One way to overcome the violence of the world we inhabit is to embrace it eagerly and entirely. At least, that is one conclusion I took away from Alexander Suvorov's production of Martin McDonough's "The Lieutenant of Inishmore" at the Theater Yunogo Zritelya.
I'm tempted to say it's hard to imagine a more violent drama, although the popular Irish playwright himself has written plays that let even more blood than this one. Still, the violence that man and woman have a habit of visiting upon men, women and cats unwaveringly occupies a central position in "The Lieutenant of Inishmore." Suffice it to say that the action gets underway with a scene of bloody, screaming torture and more or less ends with a few dismemberments and a literal illustration of a kiss of death.

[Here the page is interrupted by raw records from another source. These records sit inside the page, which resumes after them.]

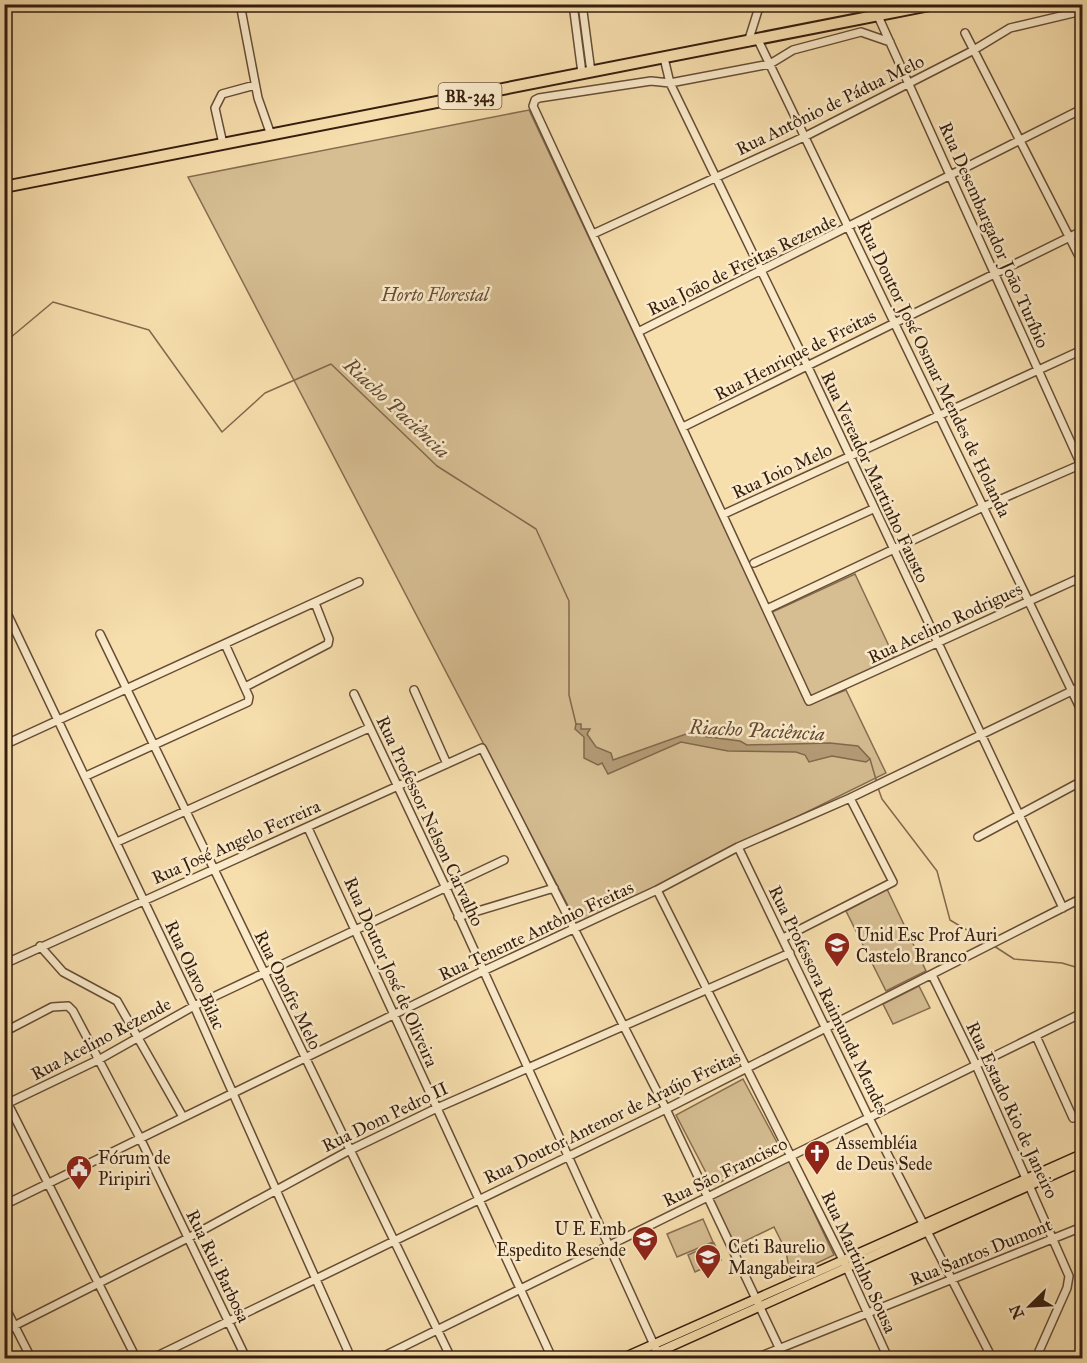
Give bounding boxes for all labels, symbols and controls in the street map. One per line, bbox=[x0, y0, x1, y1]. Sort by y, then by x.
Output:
street label: Rua Antônio de Pádua Melo bbox=[732, 50, 928, 160]
road number: BR-343 bbox=[438, 83, 502, 109]
street label: Rua Desembargador João Turíbio bbox=[933, 119, 1054, 352]
street label: Rua João de Freitas Rezende bbox=[644, 210, 841, 321]
street label: Rua Doutor José Osmar Mendes de Holanda bbox=[852, 217, 1016, 521]
park label: Horto Florestal bbox=[380, 284, 491, 306]
street label: Rua Henrique de Freitas bbox=[710, 305, 880, 406]
water label: Riacho Paciência bbox=[338, 352, 455, 463]
street label: Rua Vereador Martinho Fausto bbox=[816, 368, 934, 586]
street label: Rua Ioio Melo bbox=[728, 438, 836, 504]
street label: Rua Acelino Rodrigues bbox=[864, 578, 1026, 669]
street label: Rua Professor Nelson Carvalho bbox=[371, 712, 489, 930]
water label: Riacho Paciência bbox=[688, 714, 825, 746]
street label: Rua José Angelo Ferreira bbox=[148, 795, 325, 890]
street label: Rua Doutor José de Oliveira bbox=[338, 874, 443, 1071]
street label: Rua Tenente Antônio Freitas bbox=[435, 876, 637, 986]
street label: Rua Professora Raimunda Mendes bbox=[764, 882, 894, 1118]
street label: Rua Olavo Bilac bbox=[160, 917, 230, 1034]
place label: Unid Esc Prof Auri Castelo Branco bbox=[856, 924, 997, 967]
street label: Rua Onofre Melo bbox=[250, 927, 326, 1053]
school or university icon: Unid Esc Prof Auri Castelo Branco bbox=[822, 930, 852, 968]
street label: Rua Acelino Rezende bbox=[27, 993, 175, 1085]
street label: Rua Estado Rio de Janeiro bbox=[960, 1018, 1063, 1202]
street label: Rua Doutor Antenor de Araújo Freitas bbox=[480, 1045, 744, 1189]
street label: Rua Dom Pedro II bbox=[318, 1077, 452, 1157]
street label: Rua São Francisco bbox=[659, 1132, 791, 1212]
place label: Assembléia de Deus Sede bbox=[835, 1132, 933, 1175]
church icon: Assembléia de Deus Sede bbox=[802, 1138, 832, 1176]
place label: Fórum de Piripiri bbox=[98, 1147, 170, 1190]
public building icon: Fórum de Piripiri bbox=[64, 1153, 94, 1191]
street label: Rua Martinho Sousa bbox=[817, 1188, 902, 1337]
street label: Rua Rui Barbosa bbox=[181, 1206, 255, 1326]
street label: Rua Santos Dumont bbox=[907, 1213, 1056, 1291]
place label: U E Emb Espedito Resende bbox=[496, 1218, 626, 1261]
school or university icon: U E Emb Espedito Resende bbox=[630, 1224, 660, 1262]
place label: Ceti Baurelio Mangabeira bbox=[728, 1236, 825, 1280]
school or university icon: Ceti Baurelio Mangabeira bbox=[693, 1242, 723, 1280]
north arrow bbox=[1000, 1276, 1060, 1336]
text: N bbox=[1005, 1301, 1028, 1322]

Oh, and did I say the play is hilarious? Yes, that one little thing – humor – is what debunks so successfully everything that the play puts in motion.
The rivalries separating two splinter groups of the Irish National Liberation Army come to a head over a cat belonging to the fiery Padraic. When word reaches him that something is amiss with his beloved Wee Thomas, he drops the torture session he is conducting to race home without delay.
"The Lieutenant of Inishmore" is a finely tuned comedy of blunders, each committed in full seriousness by halfwits who solemnly swear their loyalty to the cause of freedom for Ireland, but don't bat an eyelash at the notion of crushing cats' heads or slaughtering friends, family and lovers.
It's hard to say where the humor is cruelest.
Is it when Padraic (Ruslan Bratov) tortures James (Anton Korshunov) by plucking out a few toenails and preparing to slice off a nipple with a razor? Is it when Padraic sends his father Donny (Pavel Poimalov) to his knees and prepares to shoot him in the back of the head for not keeping Wee Thomas safe? Is it Donny hacking up the bodies of Christy (Oleg Rebrov), Brendan (Alexei Alexeyev) and Joey (Alexander Pal) after it appears to be proven that they smashed out Wee Thomas' brains? Or is it the pretty Mairead (Sofya Raizman) pumping bullets point blank into Padraic's head after giving him the kiss of his life?
McDonough created an atmosphere of exaggerated violence and absolute absurdity. Hardly a gesture can be taken seriously even as the characters are ready to kill and die for every word they utter. It is a marvelous mash-up, a crunching collision of opposites in which mayhem and gore splatter up against stupidity, ignorance and incompetence of the highest degree.
As the self-composed, one-track-minded Padraic, Ruslan Bratov embodies this production's sense of humor.
He is dashing, intelligent and charismatic. He is both ironclad and ridiculous in his commitments, expecting utter and total fidelity to the cause of good, and always ready to slice off body parts of those who do not meet his high moral standards.
The others, with the exception of the dangerously star-struck Mairead, are less idealistic.
Christy is out to stop Padraic because the latter, on grounds of morality, put an end to the only source of income and entertainment available on the island of Inishmore – marijuana. The phlegmatic and unflappable Brendan is willing to set aside fighting at any time if there is food to be had.
Padraic's father Donny has lived a lifetime seeing men kill for good and bad reasons and it never occurred to him to question that. He doesn't bat an eyelash when his son prepares to blow out his brains, nor does he betray a sense of relief when his execution is stayed. It's all just how things are done here.
Designer Femistokl Atmadzas incorporates the backstage machinery and wings into his set, which consists primarily of Donny's worktable, and Suvorov emphasizes the theatrical, playacting quality of "Inishmore" by placing the audience in bleachers onstage with the actors. This makes you squirm when bloody acts are committed a meter from your seat, but it also allows you fully to appreciate the deep irony and deadpan humor that every actor employs.
I wasn't convinced that twangs of surf and country music were a natural sonic accompaniment to this play's action. Nor did I understand the point of two onstage television monitors that constantly showed animated scene titles.
But those are minor quibbles. This "Lieutenant of Inishmore" serves up a full plate of violence then wipes it clean with laughter.